Milnor's breadth is unusual, says Ragni Piene, a mathematician at the University of Oslo who chairs the Abel committee. "Though some of the fields he has worked in are related, he really has had to learn and develop new tools and new theory."

Milnor "says he is mainly a problem solver", adds Piene. "But in the solving process, in order to understand the problem deeply he ends up creating new theories and opening up new fields."

## Exotic spheres

Among the most surprising of Milnor's discoveries was the existence of 'exotic spheres' — multidimensional objects with strange topological properties. In 1956, Milnor was studying the topological transformations of smooth-contoured high-dimensional shapes — that is, shapes with no sharp edges. A 'continuous topological transformation' converts one object smoothly — as though remoulding soft clay — into another, without any tears in the fabric.

He discovered that in seven dimensions there exist smooth objects that can be converted into the seven-dimensional equivalent of spheres only via intermediates with sharp kinks.

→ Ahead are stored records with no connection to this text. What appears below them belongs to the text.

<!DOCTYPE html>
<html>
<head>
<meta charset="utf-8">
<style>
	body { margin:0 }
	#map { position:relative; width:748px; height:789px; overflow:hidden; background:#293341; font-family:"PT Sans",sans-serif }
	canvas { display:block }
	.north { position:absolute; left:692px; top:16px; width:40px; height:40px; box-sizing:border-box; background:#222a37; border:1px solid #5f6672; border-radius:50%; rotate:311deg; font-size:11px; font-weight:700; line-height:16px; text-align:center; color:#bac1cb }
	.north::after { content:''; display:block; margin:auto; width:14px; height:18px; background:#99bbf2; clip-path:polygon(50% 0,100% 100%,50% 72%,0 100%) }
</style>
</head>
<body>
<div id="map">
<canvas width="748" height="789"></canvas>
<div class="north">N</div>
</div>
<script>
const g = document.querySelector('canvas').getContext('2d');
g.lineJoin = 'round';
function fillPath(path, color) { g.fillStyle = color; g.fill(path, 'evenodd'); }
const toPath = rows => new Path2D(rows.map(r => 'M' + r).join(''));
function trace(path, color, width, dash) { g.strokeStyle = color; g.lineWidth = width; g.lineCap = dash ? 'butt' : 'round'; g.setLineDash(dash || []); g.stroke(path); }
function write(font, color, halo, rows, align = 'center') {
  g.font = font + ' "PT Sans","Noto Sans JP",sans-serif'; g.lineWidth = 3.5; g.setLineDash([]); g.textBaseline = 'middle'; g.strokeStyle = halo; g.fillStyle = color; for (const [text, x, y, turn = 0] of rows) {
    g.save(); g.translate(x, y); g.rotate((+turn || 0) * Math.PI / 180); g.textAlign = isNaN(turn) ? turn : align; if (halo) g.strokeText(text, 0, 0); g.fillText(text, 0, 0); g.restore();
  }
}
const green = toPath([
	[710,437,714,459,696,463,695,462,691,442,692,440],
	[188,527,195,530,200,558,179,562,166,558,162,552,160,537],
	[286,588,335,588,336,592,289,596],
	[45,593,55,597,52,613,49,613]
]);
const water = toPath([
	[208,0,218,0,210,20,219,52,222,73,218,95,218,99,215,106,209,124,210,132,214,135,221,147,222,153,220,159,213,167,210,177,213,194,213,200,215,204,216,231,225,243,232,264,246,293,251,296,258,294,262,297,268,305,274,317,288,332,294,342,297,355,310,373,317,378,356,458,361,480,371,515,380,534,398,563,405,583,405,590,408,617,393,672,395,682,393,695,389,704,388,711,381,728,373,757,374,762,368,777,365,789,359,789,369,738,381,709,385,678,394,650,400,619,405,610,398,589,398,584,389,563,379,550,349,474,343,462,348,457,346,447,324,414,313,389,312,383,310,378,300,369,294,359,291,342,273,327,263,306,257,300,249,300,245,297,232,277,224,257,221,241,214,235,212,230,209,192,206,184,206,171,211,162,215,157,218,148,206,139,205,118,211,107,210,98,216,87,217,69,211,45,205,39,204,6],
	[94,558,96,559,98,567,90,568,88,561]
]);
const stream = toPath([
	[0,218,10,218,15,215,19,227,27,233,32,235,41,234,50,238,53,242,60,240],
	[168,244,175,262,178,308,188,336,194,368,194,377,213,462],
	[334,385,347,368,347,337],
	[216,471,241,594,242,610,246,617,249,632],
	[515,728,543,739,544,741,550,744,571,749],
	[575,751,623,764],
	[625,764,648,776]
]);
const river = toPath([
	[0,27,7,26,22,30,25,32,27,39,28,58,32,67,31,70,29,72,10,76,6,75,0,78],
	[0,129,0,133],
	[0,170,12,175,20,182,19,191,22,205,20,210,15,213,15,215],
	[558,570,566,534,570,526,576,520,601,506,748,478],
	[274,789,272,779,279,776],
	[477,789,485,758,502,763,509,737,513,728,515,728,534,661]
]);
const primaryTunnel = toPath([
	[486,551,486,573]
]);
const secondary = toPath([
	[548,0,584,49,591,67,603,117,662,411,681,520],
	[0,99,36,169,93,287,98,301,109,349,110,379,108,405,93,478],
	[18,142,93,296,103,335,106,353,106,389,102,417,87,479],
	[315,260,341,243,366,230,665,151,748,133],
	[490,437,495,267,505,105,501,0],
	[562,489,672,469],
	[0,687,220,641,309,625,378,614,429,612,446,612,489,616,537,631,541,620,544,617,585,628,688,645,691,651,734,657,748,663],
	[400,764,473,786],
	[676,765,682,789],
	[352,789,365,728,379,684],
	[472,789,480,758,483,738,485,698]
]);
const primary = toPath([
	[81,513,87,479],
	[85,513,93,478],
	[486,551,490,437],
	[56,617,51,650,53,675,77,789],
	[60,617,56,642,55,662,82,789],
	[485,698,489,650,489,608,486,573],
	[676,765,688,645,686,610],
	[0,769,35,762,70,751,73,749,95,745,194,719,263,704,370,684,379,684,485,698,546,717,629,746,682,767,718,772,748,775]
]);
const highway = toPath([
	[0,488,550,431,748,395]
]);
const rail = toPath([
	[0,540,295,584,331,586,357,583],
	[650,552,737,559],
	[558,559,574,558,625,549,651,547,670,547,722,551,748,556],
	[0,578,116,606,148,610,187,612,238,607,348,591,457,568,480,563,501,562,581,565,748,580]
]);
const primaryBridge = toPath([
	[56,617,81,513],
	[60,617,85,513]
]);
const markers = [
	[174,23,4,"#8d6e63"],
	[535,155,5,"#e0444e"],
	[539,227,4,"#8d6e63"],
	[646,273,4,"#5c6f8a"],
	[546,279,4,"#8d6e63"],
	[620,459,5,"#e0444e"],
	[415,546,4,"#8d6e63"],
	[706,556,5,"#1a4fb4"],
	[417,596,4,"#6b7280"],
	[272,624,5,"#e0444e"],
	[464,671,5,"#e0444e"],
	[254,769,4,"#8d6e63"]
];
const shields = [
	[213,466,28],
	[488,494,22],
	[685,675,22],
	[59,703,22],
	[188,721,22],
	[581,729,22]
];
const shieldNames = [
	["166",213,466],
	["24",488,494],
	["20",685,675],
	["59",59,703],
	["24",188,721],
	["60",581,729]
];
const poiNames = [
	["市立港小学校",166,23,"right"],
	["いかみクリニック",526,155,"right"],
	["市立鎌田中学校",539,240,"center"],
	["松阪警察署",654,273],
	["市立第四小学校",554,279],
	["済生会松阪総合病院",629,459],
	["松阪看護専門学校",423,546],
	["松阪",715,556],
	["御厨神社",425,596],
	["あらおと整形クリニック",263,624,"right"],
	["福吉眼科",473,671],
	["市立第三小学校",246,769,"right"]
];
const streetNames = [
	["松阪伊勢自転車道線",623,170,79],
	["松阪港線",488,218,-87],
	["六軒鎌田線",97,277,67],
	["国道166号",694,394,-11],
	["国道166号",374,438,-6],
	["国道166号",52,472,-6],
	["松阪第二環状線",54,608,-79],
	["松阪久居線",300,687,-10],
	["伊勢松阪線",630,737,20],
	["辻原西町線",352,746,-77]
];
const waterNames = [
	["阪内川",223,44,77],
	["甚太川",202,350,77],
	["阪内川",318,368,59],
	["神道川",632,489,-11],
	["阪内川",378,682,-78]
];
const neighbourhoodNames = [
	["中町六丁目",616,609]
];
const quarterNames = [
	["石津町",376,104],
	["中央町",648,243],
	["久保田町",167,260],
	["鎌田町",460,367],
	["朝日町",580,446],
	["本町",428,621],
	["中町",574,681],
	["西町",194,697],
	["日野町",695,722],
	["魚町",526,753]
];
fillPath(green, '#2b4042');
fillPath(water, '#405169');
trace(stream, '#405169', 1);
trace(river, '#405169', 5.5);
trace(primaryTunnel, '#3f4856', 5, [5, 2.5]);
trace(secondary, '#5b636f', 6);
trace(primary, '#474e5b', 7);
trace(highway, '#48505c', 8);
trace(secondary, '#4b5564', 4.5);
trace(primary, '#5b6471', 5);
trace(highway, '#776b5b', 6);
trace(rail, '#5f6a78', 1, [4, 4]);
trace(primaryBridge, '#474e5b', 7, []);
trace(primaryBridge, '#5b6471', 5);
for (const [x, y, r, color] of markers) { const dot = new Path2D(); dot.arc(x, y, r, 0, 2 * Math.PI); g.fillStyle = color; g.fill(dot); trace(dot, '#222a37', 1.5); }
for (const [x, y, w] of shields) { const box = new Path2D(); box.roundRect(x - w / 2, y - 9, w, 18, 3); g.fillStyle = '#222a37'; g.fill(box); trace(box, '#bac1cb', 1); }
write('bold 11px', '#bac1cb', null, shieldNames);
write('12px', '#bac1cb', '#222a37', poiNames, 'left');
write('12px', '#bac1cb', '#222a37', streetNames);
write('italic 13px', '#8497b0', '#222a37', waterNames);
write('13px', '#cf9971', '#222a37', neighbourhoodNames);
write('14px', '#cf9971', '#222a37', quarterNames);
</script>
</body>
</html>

These exotic spheres can exist in other dimensions. With the French mathematician Michel Kervaire, Milnor calculated that there are 28 exotic spheres in 7 dimensions. But there seems little rhyme or reason to the trend for other dimensions: there is one exotic sphere in 1, 2, 3, 5 and 6 dimensions, 992 in 11 dimensions, 1 in 12 dimensions, 16,256 in 15, and 2 in 16. No one has figured out how many there are in four dimensions. This work spawned an entire new field of mathematics, called differential topology.

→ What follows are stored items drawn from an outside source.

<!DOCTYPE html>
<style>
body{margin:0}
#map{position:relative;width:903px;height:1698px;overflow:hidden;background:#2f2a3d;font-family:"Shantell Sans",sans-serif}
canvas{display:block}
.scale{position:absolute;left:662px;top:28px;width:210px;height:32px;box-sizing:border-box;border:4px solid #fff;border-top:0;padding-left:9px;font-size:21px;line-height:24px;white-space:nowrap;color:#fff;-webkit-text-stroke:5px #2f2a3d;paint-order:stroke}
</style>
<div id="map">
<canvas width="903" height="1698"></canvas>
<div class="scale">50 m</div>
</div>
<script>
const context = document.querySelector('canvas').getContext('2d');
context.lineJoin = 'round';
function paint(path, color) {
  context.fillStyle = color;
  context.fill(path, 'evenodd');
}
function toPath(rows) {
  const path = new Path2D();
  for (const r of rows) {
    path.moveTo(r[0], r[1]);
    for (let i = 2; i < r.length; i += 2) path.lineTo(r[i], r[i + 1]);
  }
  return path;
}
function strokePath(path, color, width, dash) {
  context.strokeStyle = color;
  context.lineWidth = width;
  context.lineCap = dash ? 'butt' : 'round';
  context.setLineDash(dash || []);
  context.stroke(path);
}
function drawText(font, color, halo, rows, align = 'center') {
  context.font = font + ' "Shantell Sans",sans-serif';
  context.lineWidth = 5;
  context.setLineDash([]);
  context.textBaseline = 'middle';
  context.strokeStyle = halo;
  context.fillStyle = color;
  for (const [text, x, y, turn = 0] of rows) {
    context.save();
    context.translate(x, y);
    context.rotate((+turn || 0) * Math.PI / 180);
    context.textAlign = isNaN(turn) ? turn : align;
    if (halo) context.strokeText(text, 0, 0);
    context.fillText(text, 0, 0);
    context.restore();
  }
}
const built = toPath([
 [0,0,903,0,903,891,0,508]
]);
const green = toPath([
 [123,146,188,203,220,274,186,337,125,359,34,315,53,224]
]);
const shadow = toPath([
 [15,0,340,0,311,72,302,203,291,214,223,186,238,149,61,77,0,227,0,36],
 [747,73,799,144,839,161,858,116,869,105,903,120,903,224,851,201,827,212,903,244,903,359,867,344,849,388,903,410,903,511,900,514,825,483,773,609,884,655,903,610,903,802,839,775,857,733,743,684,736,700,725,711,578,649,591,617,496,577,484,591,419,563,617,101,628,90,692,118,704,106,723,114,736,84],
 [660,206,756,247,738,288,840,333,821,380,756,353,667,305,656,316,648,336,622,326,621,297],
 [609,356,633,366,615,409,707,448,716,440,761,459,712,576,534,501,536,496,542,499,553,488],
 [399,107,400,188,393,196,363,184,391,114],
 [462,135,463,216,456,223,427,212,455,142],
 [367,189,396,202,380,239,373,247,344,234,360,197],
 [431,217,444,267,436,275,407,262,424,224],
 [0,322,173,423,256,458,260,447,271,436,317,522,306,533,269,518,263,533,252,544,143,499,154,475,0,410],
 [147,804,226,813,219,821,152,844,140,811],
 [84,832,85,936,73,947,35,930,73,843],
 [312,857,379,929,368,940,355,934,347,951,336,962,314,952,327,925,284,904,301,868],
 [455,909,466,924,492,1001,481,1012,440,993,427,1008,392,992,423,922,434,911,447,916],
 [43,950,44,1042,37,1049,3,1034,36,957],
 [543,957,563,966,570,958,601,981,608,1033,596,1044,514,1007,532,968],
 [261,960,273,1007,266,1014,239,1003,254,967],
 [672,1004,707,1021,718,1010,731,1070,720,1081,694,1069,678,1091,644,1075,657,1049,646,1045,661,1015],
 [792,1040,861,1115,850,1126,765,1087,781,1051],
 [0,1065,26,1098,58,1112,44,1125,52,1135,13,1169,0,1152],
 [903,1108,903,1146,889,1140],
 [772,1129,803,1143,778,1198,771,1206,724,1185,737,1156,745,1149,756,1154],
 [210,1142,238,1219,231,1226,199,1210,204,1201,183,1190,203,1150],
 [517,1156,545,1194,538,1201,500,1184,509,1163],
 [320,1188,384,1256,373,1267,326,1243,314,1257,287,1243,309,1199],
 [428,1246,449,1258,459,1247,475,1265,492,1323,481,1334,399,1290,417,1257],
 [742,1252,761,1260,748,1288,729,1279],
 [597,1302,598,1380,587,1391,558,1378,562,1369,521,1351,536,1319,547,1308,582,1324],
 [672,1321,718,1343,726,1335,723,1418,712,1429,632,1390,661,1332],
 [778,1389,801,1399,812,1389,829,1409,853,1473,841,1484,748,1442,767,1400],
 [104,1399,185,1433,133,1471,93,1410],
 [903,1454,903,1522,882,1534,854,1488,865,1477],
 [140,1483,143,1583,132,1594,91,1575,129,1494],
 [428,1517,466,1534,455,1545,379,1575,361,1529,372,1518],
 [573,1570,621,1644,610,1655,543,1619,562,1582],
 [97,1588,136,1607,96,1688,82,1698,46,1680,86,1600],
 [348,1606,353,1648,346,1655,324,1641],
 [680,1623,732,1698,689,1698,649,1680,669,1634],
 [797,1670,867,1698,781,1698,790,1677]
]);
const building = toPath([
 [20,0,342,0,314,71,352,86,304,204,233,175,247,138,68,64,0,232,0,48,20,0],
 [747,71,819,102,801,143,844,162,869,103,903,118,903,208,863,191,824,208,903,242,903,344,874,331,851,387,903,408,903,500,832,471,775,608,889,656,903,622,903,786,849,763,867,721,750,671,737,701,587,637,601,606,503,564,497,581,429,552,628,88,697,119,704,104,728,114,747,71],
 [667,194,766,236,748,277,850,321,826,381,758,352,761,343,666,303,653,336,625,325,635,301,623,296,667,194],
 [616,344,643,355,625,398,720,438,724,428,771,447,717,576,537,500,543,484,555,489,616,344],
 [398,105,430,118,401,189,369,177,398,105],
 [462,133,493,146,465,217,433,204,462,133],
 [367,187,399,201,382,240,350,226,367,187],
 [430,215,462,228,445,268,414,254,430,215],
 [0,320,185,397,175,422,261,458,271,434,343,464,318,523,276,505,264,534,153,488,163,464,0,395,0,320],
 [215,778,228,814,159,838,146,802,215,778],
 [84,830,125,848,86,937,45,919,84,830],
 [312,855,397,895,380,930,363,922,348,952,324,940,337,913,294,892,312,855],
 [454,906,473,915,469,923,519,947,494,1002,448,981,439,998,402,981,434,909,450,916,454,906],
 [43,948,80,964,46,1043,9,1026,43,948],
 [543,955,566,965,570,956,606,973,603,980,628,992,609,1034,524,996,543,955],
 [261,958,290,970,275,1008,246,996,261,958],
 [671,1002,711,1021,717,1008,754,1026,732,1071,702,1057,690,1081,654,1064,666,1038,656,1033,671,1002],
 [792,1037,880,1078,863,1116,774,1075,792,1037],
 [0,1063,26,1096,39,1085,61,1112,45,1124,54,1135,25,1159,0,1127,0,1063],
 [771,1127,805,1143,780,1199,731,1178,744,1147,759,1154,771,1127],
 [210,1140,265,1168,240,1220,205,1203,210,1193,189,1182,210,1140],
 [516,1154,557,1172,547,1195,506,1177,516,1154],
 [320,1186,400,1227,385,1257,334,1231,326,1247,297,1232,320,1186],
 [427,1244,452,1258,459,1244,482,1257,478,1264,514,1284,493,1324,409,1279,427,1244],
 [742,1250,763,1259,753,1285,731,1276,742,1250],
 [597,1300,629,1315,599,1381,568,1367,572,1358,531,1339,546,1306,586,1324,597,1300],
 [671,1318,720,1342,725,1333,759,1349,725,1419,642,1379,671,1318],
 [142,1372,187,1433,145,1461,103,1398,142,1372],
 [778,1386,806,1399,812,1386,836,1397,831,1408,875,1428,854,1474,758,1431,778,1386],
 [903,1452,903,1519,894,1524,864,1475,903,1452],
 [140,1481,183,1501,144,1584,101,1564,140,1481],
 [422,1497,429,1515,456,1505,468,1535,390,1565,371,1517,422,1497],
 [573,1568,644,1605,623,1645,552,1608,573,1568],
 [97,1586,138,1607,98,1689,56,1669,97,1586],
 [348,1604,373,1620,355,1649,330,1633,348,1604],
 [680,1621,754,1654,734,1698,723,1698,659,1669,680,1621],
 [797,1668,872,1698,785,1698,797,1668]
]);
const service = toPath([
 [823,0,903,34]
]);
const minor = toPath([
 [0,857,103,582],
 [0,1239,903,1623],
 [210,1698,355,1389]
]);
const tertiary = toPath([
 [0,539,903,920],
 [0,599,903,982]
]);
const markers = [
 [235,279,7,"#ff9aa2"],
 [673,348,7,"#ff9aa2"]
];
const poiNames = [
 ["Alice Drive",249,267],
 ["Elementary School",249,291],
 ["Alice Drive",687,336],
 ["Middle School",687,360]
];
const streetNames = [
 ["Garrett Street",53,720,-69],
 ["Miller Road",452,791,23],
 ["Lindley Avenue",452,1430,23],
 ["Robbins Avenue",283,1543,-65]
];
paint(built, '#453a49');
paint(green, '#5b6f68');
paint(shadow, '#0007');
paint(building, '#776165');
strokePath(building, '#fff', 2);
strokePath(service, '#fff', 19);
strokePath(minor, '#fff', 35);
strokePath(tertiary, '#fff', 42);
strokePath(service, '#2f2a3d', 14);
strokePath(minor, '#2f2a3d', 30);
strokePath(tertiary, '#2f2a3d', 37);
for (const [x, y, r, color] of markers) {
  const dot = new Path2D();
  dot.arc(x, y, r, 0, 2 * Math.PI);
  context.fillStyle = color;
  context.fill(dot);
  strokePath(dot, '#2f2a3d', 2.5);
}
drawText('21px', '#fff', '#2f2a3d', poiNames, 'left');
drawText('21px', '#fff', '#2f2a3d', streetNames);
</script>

Some of Milnor's other achievements are related to similar topological conundrums, such as his work on the relationships between different triangulations (representations as networks of triangles) of mathematical surfaces called manifolds. Topology was also central to some of Milnor's earliest work in 1950 on the curvature of knots.

## Trajectory of awards

Milnor's work on group theory is quite different. Group theory was partly invented by the nineteenth-century Norwegian mathematician Niels Henrik Abel, after whom the award is named. In the formulation developed by Abel, a group can be represented as all non-equivalent combinations ('words') of a set of symbols. Milnor and the Czech mathematician Frantisek Wolf clarified how the number of words grows as the number of symbols increases for a wide class of groups called solvable groups.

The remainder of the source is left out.